(EXCERPTED RECORDS begins)

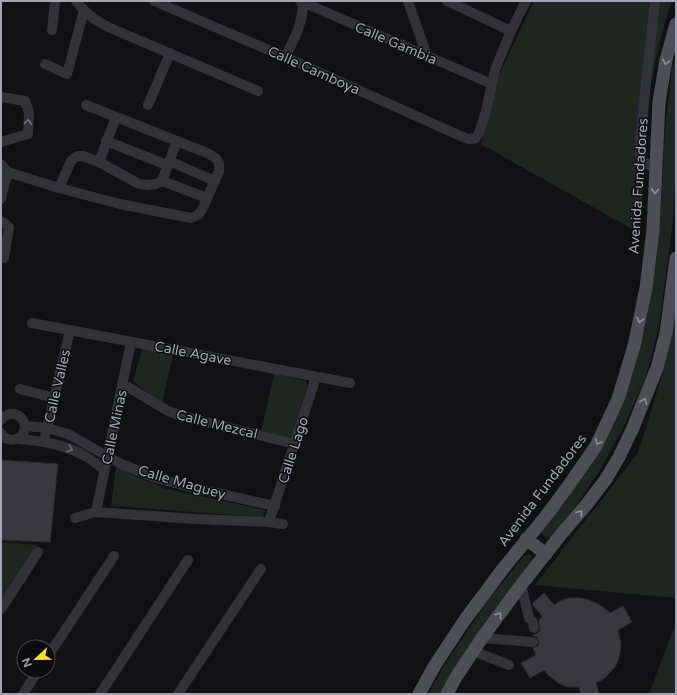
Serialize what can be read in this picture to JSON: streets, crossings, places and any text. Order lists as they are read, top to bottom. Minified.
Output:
{"streets":{"main road":["Avenida Fundadores"],"street":["Calle Gambia","Calle Camboya","Calle Agave","Calle Valles","Calle Mezcal","Calle Minas","Calle Lago","Calle Maguey"]},"crossings":[["Calle Gambia","Calle Camboya"],["Calle Agave","Calle Valles"],["Calle Agave","Calle Minas"],["Calle Agave","Calle Lago"],["Calle Valles","Calle Maguey"],["Calle Mezcal","Calle Minas"],["Calle Mezcal","Calle Lago"],["Calle Minas","Calle Maguey"],["Calle Lago","Calle Maguey"]],"north":"left"}
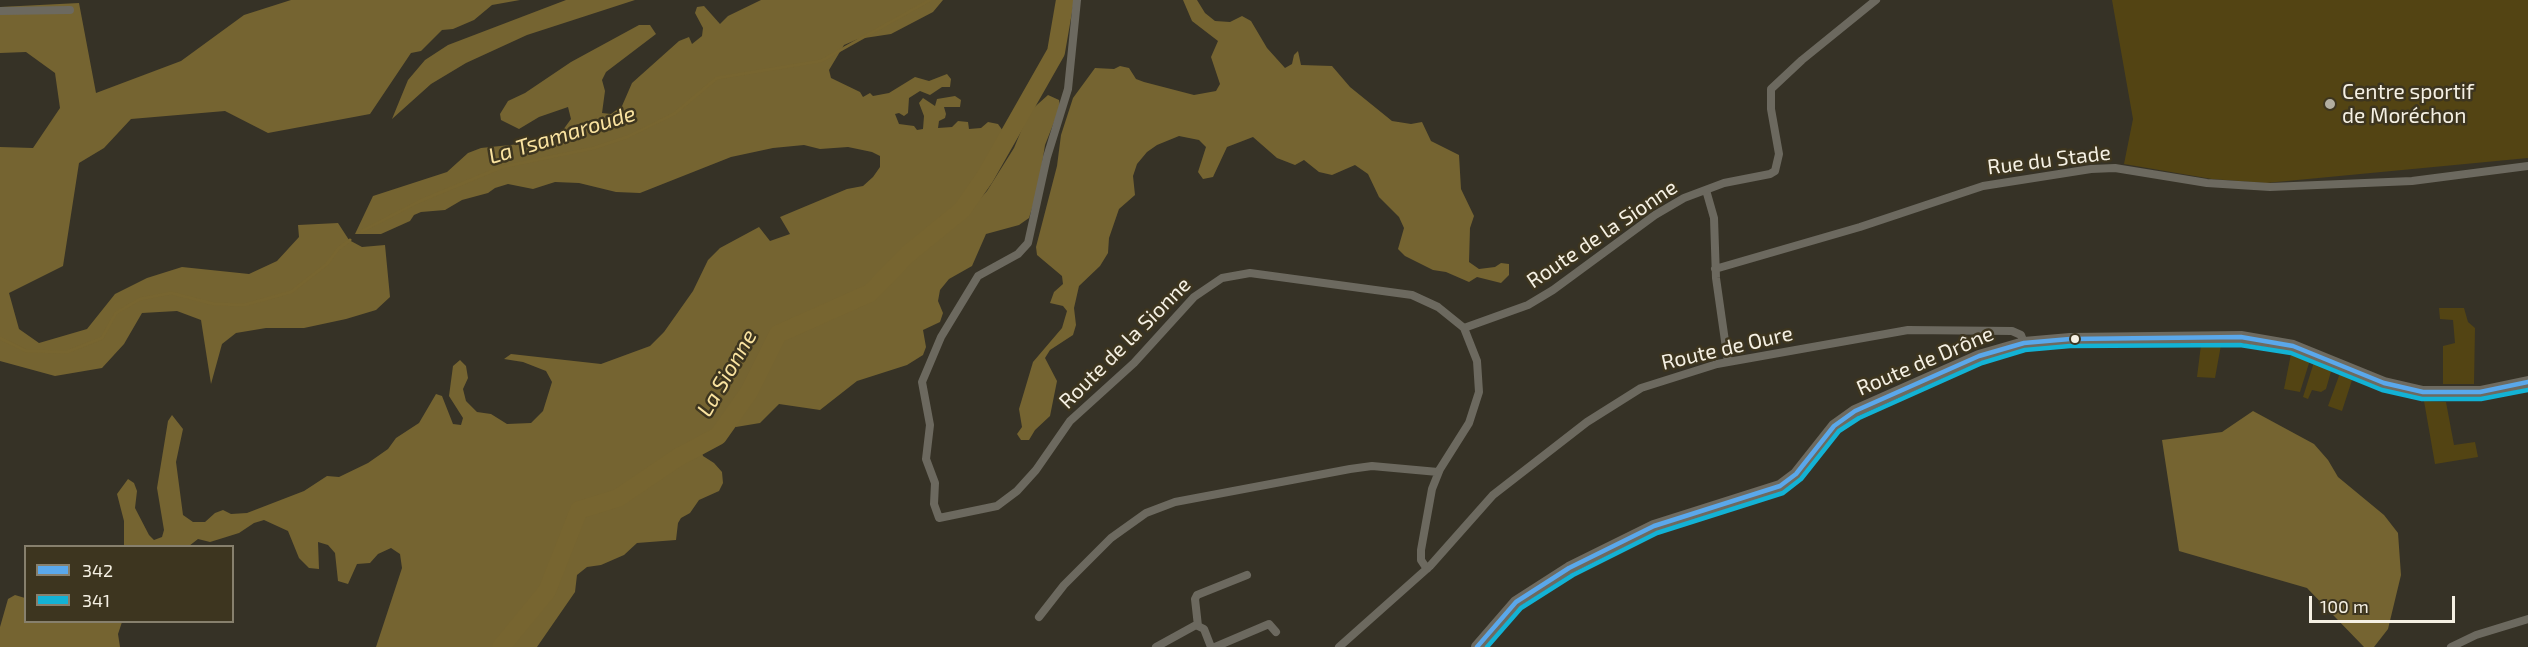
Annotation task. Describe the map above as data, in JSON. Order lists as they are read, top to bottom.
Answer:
{
  "streets": {
    "street": [
      "Rue du Stade",
      "Route de la Sionne",
      "Route de Oure",
      "Route de Drône"
    ]
  },
  "crossings": [
    ["Route de Oure", "Route de Drône"]
  ],
  "water": ["La Tsamaroude", "La Sionne"],
  "places": ["Centre sportif de Moréchon"],
  "lines": ["transit line 342", "transit line 341"],
  "legend": ["342", "341"],
  "scale_bar": "100 m"
}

(EXCERPTED RECORDS ends)

* INSTRUCTIONS FOR THE TASK:
Word for word, restate only the lines from the one containing "Annotation task. Describe" through the last line of the entries, with both ends kept.

* RESPONSE TO THE TASK:
Annotation task. Describe the map above as data, in JSON. Order lists as they are read, top to bottom.
Answer:
{
  "streets": {
    "street": [
      "Rue du Stade",
      "Route de la Sionne",
      "Route de Oure",
      "Route de Drône"
    ]
  },
  "crossings": [
    ["Route de Oure", "Route de Drône"]
  ],
  "water": ["La Tsamaroude", "La Sionne"],
  "places": ["Centre sportif de Moréchon"],
  "lines": ["transit line 342", "transit line 341"],
  "legend": ["342", "341"],
  "scale_bar": "100 m"
}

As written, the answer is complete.